Bulk Updates and Inserts with PostgreSQL using Composite Types

Something that often comes up in the PostgreSQLCopyHelper and PgBulkInsert issue trackers is how to do bulk updates with the libraries. Simple answer is: It's not possible with the libraries. The underlying Postgres COPY protocol only supports inserts.

In SQL Server I've always used Table-valued Parameters (TVP) to send a batch of data over the wire and perform a MERGE statement on the bulk data. So let's see how to do something similar in Postgres using composite types and Npgsql.

All code can also be found in a Gist at:

https://gist.github.com/bytefish/dbd2da81267990e9326044661be1c480

Implementation

Imagine we want to bulk insert or update measurements of a device.

We probably come up with a table like this:

CREATE TABLE sample.measurements
(
  device_id int,
  parameter_id int,
  timestamp timestamp with time zone,
  value double precision
);

We expect only a single value for a device and parameter at a given timestamp.

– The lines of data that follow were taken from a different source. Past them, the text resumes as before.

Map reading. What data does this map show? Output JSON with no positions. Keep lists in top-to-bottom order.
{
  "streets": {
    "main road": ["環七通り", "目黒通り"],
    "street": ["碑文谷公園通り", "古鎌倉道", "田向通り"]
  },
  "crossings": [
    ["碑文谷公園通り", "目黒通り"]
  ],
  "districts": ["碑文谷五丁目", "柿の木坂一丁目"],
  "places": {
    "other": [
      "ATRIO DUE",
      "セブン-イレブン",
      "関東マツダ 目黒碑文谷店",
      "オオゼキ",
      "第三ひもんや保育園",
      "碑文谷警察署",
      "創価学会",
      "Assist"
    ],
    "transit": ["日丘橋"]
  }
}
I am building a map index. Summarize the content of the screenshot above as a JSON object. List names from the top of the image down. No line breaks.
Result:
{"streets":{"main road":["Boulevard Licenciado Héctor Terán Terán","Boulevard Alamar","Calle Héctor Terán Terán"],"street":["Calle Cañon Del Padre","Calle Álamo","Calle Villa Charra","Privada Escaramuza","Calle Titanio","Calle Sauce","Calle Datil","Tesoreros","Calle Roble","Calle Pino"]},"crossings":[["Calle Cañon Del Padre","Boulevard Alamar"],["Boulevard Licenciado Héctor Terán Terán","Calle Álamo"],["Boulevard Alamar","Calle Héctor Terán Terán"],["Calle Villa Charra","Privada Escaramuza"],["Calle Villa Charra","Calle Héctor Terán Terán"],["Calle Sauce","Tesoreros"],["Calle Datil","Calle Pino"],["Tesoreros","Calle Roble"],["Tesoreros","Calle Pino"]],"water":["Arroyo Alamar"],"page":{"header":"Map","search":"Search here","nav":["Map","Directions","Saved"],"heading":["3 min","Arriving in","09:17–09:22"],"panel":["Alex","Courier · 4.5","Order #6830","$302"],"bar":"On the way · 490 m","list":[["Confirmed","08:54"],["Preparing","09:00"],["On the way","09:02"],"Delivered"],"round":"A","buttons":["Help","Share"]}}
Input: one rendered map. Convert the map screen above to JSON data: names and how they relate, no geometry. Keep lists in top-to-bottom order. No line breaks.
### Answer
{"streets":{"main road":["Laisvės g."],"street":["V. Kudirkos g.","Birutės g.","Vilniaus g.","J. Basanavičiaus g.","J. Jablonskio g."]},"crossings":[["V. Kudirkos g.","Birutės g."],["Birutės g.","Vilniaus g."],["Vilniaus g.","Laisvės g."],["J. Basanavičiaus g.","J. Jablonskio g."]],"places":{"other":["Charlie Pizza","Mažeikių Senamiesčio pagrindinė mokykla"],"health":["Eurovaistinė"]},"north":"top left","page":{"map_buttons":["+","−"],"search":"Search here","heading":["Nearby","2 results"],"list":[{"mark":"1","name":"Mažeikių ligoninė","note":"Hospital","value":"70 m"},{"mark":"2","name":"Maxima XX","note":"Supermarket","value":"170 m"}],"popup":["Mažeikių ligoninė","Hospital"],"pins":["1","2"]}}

So let's add an index to the sample.measurements table:

DROP INDEX IF EXISTS sample.unique_measurement;

CREATE UNIQUE INDEX unique_measurement ON sample.measurements(device_id, parameter_id, timestamp);

Now we can create a Composite Type, that matches the measurements table structure:

DROP TYPE IF EXISTS "sample"."measurement_type";

CREATE TYPE "sample"."measurement_type" AS (
  device_id int,
  parameter_id int,
  timestamp timestamp with time zone,
  value double precision
);

And finally we can write a Stored Procedure, that takes a measurement_type[] as a parameter, which is the data we want to insert. We are using the UNNEST operator to expand the array to a set of rows, and then use the INSERT ... ON CONFLICT ... DO UPDATE ... syntax for atomic updates:

CREATE OR REPLACE PROCEDURE sample.insert_or_update_measurements(p_measurements sample.measurement_type[])
LANGUAGE SQL
AS $$

    INSERT INTO sample.measurements(device_id, parameter_id, timestamp, value)
    SELECT * FROM UNNEST(p_measurements)
    ON CONFLICT (device_id, parameter_id, timestamp)
    DO UPDATE SET value = EXCLUDED.value;

$$;

We are done on the Postgres side!

What's left is using Npgsql for mapping the composite type and calling the Stored Procedure:

using Npgsql;
using NUnit.Framework;
using System;
using System.Linq;
using System.Threading.Tasks;

namespace NpgsqlTypeMappings.Example
{
    /// <summary>
    /// Maps to the Postgres "measurement_type" type.
    /// </summary>
    public class Measurement
    {
        public int DeviceId { get; set; }

        public int ParameterId { get; set; }

        public DateTime Timestamp { get; set; }

        public double Value { get; set; }
    }

    public class Tests
    {
        private static readonly string ConnectionString = @"Host=localhost;Port=5432;Database=sampledb;Pooling=false;User Id=philipp;Password=test_pwd;";

        [Test]
        public async Task BulkInsertMeasurements()
        {
            var startDate = new DateTime(2013, 1, 1, 0, 0, 0, DateTimeKind.Utc);

            var measurements = Enumerable.Range(0, 1_000_000) // We start with 1_000_000 Measurements ...
                // ... transform them into fake measurements ...
                .Select(idx => new Measurement
                {
                    DeviceId = 1,
                    ParameterId = 1,
                    Timestamp = startDate.AddSeconds(idx),
                    Value = idx
                })
                // ... and finally evaluate them:
                .ToArray();

            // Create the Parameter:
            var p_measurements = new NpgsqlParameter
            {
                ParameterName = "p_measurements",
                DataTypeName = "sample.measurement_type[]",
                Value = measurements
            };

            // Configure the Mappings:
            NpgsqlConnection.GlobalTypeMapper.MapComposite<Measurement>("sample.measurement_type");

            using (var connection = new NpgsqlConnection(ConnectionString))
            {
                await connection.OpenAsync();

                // Execute the Insert or Update Function:
                using(var cmd = new NpgsqlCommand("CALL sample.insert_or_update_measurements(@p_measurements)", connection))
                {
                    cmd.Parameters.Add(p_measurements);

                    await cmd.ExecuteNonQueryAsync();
                }
            }
        }
    }
}

Conclusion

So how well does it perform?

Bulk inserting and updating 1,000,000 measurements takes something around 20 seconds on my machine. It's well within the range of what I expected. According to this article (that's all research I did) one million inserts in a single transaction takes something around 81 seconds... so I think this method does fairly well.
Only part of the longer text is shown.